The reasonable selected aging scheme plays an important role in regulating the mutual influence between precipitation phenomena, grain size, dislocation density and mechanical properties in precipitation-hardenable alloys after deformation. In this research work, 7075 aluminium (Al) alloy fasteners with fine-grain structure were manufactured at room temperature using equal channel angular pressing (RT-ECAP) and cold upsetting (CU) composite deformation. Post-aging heat treatment was conducted to study the precipitation behavior of 7075 Al fasteners after composite deformation using additional characterization techniques such as X-ray diffraction, differential scanning calorimetry, transmission electron microscopy. The mechanical properties of 7075 Al specimens were investigated using a universal tensile testing machine and a microhardness tester. The synergistic effects of ECAP-CU and post-aging on the microstructure and mechanical properties of 7075 Al alloy fasteners were investigated, the contribution of each strengthening mechanism was quantitatively calculated and finally the optimal post-deformation aging regime was determined. The results show that after ECAP-CU composite deformation and combined with post-aging, work-hardening and age-strengthening are maximally enhanced with limited dynamic recovery. The size, volume fraction of precipitates and dislocation density of 7075 Al alloy after AA82 (353K-20min) post-aging were 60.7 +/- 5.1 nm, 3.9 % and 1.7 x 1015 m-2, respectively.

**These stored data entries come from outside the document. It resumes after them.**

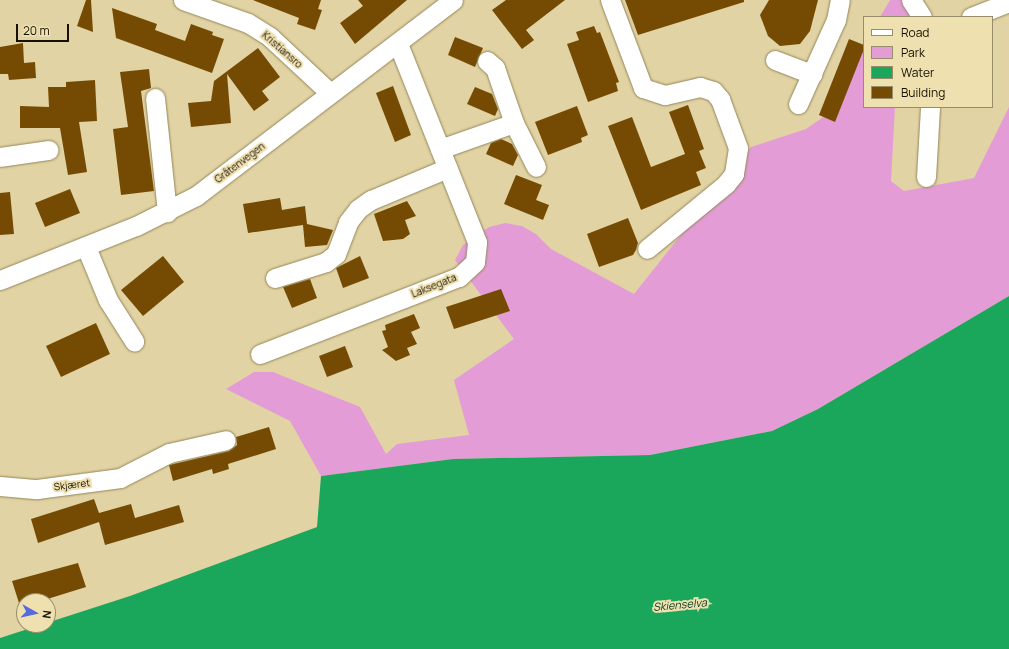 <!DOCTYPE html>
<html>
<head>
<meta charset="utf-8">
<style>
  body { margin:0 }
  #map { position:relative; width:1009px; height:649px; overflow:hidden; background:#e2d3a4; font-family:Manrope,sans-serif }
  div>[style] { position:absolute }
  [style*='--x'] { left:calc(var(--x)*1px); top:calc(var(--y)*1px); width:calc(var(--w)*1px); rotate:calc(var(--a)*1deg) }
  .green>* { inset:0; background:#e39cd6 }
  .water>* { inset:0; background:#1ba75b }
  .building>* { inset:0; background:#754b03 }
  .roads { filter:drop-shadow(0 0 1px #938659) drop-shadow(0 0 1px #938659) }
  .minor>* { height:19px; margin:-9.5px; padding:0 9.5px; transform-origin:9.5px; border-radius:9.5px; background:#fff }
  span { translate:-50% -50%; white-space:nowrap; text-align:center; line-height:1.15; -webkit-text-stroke:4px #efe0b0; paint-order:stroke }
  .street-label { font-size:10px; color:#151001 }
  .water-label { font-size:11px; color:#0d4022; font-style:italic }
  .legend { position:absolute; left:863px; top:16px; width:130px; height:92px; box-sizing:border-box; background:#efe0b0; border:1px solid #988d6a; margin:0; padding:5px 7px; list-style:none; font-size:12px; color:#151001 }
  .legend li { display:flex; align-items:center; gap:8px; height:20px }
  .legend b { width:20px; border:1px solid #988d6a }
  .north { position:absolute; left:16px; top:593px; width:40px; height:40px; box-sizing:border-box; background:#efe0b0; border:1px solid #988d6a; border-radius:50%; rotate:98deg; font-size:11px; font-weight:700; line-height:16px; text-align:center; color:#151001 }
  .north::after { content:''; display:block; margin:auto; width:14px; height:18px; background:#5769df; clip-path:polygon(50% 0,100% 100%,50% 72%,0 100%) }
  .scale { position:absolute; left:16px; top:24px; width:53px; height:18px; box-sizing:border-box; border:2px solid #151001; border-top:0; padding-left:5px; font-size:12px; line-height:14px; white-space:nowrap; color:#151001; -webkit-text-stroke:3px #efe0b0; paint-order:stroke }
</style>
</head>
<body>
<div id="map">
  <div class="green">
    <div style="clip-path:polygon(890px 0,908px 0,913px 17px,880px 17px)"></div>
    <div style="clip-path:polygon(864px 45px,864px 107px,895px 107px,891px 181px,904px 191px,974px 178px,1009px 107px,1009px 296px,818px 409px,772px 431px,650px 455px,453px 459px,321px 476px,290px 421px,226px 389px,254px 372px,273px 372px,360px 407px,386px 454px,397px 444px,469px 435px,454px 380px,514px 339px,455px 260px,463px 245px,489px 227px,505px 223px,522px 226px,536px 234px,551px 249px,634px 294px,751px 147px,806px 129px,832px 111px)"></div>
  </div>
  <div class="water">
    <div style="clip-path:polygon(1009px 296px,1009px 649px,0 649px,0 638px,130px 596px,317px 527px,321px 476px,453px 459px,650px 455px,772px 431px,818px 409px)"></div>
  </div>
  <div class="building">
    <div style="clip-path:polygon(86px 0,91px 0,93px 32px,77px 26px)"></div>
    <div style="clip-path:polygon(253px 0,321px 0,318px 9px,322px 10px,315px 30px,297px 24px,299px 18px)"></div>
    <div style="clip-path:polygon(358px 0,407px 0,355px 44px,340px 23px,363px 6px)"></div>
    <div style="clip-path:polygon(506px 0,565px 0,526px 30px,534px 40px,522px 49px,492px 10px)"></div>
    <div style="clip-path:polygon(625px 0,744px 0,744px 2px,638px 35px)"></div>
    <div style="clip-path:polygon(769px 0,818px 0,810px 31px,800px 44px,780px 46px,768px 36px,760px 15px)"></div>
    <div style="clip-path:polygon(112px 8px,157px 24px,155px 30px,185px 41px,191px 24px,213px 32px,212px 35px,224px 39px,212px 73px,116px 38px)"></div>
    <div style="clip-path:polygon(594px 26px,597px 33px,600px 32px,619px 82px,616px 83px,618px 91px,588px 102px,567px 44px,579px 40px,576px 32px)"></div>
    <div style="clip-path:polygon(455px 37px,483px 48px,475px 67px,448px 55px)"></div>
    <div style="clip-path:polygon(849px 39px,864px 45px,864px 49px,835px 122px,819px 115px)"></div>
    <div style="clip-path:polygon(23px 43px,24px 63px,35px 62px,36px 78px,9px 80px,8px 74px,0 74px,0 47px)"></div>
    <div style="clip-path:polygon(258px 48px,280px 77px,262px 91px,269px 100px,254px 111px,227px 74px,231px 123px,191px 127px,188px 103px,211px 101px,214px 81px)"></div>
    <div style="clip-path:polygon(149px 69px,151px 88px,141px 91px,154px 191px,121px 195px,113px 129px,128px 127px,120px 72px)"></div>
    <div style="clip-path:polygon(95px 80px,97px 121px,79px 122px,87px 172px,68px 175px,60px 128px,20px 128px,20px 106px,49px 107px,48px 87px,66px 87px,66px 82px)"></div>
    <div style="clip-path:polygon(393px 86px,411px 135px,395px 142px,376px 93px)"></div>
    <div style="clip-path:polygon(475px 87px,492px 94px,498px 109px,495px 116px,467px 104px)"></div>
    <div style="clip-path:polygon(688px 105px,704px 149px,699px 151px,706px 168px,696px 172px,701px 185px,641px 210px,608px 126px,632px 117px,651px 167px,685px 154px,669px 112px)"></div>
    <div style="clip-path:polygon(577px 106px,588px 135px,581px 138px,582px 142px,548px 155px,535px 122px)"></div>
    <div style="clip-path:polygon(501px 139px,512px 144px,518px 155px,513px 166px,486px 154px,491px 143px)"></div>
    <div style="clip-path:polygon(516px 175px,542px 185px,536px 200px,549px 205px,543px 220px,504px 204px)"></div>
    <div style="clip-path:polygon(70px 189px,80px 213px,45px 227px,35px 203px)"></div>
    <div style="clip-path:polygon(10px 192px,14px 234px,0 235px,0 193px)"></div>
    <div style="clip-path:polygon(280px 198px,282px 210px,305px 206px,307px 224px,333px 230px,327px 245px,305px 247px,303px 225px,248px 233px,243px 204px)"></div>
    <div style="clip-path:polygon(407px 201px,416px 216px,405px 220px,410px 234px,403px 239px,383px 241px,374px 214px)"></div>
    <div style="clip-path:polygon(628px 218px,638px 243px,636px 250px,633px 255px,599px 267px,587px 234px)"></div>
    <div style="clip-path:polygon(163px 256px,184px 282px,143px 316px,121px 290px)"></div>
    <div style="clip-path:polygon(360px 256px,369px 278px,343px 288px,336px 268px)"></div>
    <div style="clip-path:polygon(310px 279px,317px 298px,292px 308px,283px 287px)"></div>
    <div style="clip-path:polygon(501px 289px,510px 311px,454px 329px,446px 307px)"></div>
    <div style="clip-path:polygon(414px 314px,420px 328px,411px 332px,417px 344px,407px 348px,410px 355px,396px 361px,382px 350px,388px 347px,382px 331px,386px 330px,385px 325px)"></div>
    <div style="clip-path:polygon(96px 323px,110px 354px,61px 377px,46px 346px)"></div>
    <div style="clip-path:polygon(345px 346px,353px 367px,327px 377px,319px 356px)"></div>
    <div style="clip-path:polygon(269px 427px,276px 449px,228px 464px,229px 469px,213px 474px,212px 469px,173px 481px,169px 465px,229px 451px,237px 445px,236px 437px)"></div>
    <div style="clip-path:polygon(94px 499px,99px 513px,131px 504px,135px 518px,179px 505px,184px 522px,105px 545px,99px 522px,38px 543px,31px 519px)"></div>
    <div style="clip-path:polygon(78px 563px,86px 587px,41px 601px,38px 597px,19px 603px,12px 581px)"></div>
  </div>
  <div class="roads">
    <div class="minor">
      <div style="--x:183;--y:0;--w:69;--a:19.5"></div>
      <div style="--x:248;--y:23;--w:26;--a:32"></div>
      <div style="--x:270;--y:37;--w:82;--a:43"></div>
      <div style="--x:610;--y:0;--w:94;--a:69.4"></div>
      <div style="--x:643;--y:88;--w:23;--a:18"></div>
      <div style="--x:665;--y:95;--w:36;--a:-13"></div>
      <div style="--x:700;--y:87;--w:14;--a:17"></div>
      <div style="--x:713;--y:91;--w:11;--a:49"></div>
      <div style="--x:720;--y:99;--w:52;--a:69.8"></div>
      <div style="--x:738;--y:148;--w:26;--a:99"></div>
      <div style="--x:734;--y:174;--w:13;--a:129"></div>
      <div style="--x:726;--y:184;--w:102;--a:140.6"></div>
      <div style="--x:911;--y:0;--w:20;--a:57"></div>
      <div style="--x:971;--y:17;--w:41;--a:-21.5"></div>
      <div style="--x:775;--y:60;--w:40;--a:21"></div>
      <div style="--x:487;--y:61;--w:11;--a:41"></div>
      <div style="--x:495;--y:68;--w:58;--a:70.9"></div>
      <div style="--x:514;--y:123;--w:49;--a:63.4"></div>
      <div style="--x:155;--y:98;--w:115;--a:84"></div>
      <div style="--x:798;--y:104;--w:92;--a:-65.7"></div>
      <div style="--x:836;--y:20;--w:20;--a:-79"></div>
      <div style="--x:440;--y:149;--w:78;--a:-19.4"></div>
      <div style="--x:0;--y:157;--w:49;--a:-8.3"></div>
      <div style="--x:926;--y:177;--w:70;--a:-86.7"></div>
      <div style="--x:86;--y:247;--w:57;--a:67.5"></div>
      <div style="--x:108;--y:300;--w:49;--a:57.6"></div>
      <div style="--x:275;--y:278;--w:53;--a:-17.4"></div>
      <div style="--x:326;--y:262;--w:13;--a:-39"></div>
      <div style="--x:336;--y:254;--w:34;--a:-69"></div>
      <div style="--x:348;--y:222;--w:16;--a:-52"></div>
      <div style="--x:358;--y:209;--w:16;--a:-35"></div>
      <div style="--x:371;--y:200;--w:83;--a:-22.6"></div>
      <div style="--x:0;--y:280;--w:146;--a:-21.7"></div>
      <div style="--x:136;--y:226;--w:67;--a:-26.6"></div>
      <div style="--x:196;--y:196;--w:323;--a:-37.3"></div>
      <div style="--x:260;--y:354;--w:213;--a:-21.2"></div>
      <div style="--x:459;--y:277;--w:22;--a:-43"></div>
      <div style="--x:475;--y:262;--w:20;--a:-84"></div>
      <div style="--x:477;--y:242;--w:214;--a:-111.7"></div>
      <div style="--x:0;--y:486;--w:37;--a:5"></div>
      <div style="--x:37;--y:489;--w:84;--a:-7.5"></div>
      <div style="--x:120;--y:478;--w:55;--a:-27"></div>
      <div style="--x:169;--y:453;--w:58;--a:-12.8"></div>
    </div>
  </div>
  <div class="street-label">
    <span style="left:282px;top:50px;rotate:41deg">Kristiansro</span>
    <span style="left:240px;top:163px;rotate:-37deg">Gråtenvegen</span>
    <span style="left:434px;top:286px;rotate:-22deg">Laksegata</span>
    <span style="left:72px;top:485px;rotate:-7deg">Skjæret</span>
  </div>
  <div class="water-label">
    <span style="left:680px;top:605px;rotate:-5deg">Skienselva</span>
  </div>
  <ul class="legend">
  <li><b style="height:5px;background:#fff"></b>Road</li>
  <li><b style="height:11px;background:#e39cd6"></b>Park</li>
  <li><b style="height:11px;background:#1ba75b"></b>Water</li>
  <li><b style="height:11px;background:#754b03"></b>Building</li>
  </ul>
  <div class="north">N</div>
  <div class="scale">20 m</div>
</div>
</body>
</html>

The microhardness of the samples after ECAP-CU combined with the AA82 aging regime (218.5 +/- 0.9HV) was approximately 77.9% higher than the microhardness of the initial specimens (122.8 +/- 2.0HV). In addition, the strength of the 7075 Al alloy in composite deformation combined with the AA82 post-aging regime was quantitatively calculated to reach 678 MPa within a finite error. In the ECAP-CU composite plastic deformation process combined with the AA82 low-temperature short-time post-aging treatment, the synergistic effects of work hardening and precipitation strengthening are maximized, significantly enhancing the mechanical properties of Al alloy fasteners, which can be used as an effective low-temperature short-time deformation post-aging scheme. This study provides a new idea for ECAP-CU composite deformation combined with low-temperature short-time post-ageing heat treatment to achieve further strengthening of 7075 aluminum alloy fasteners.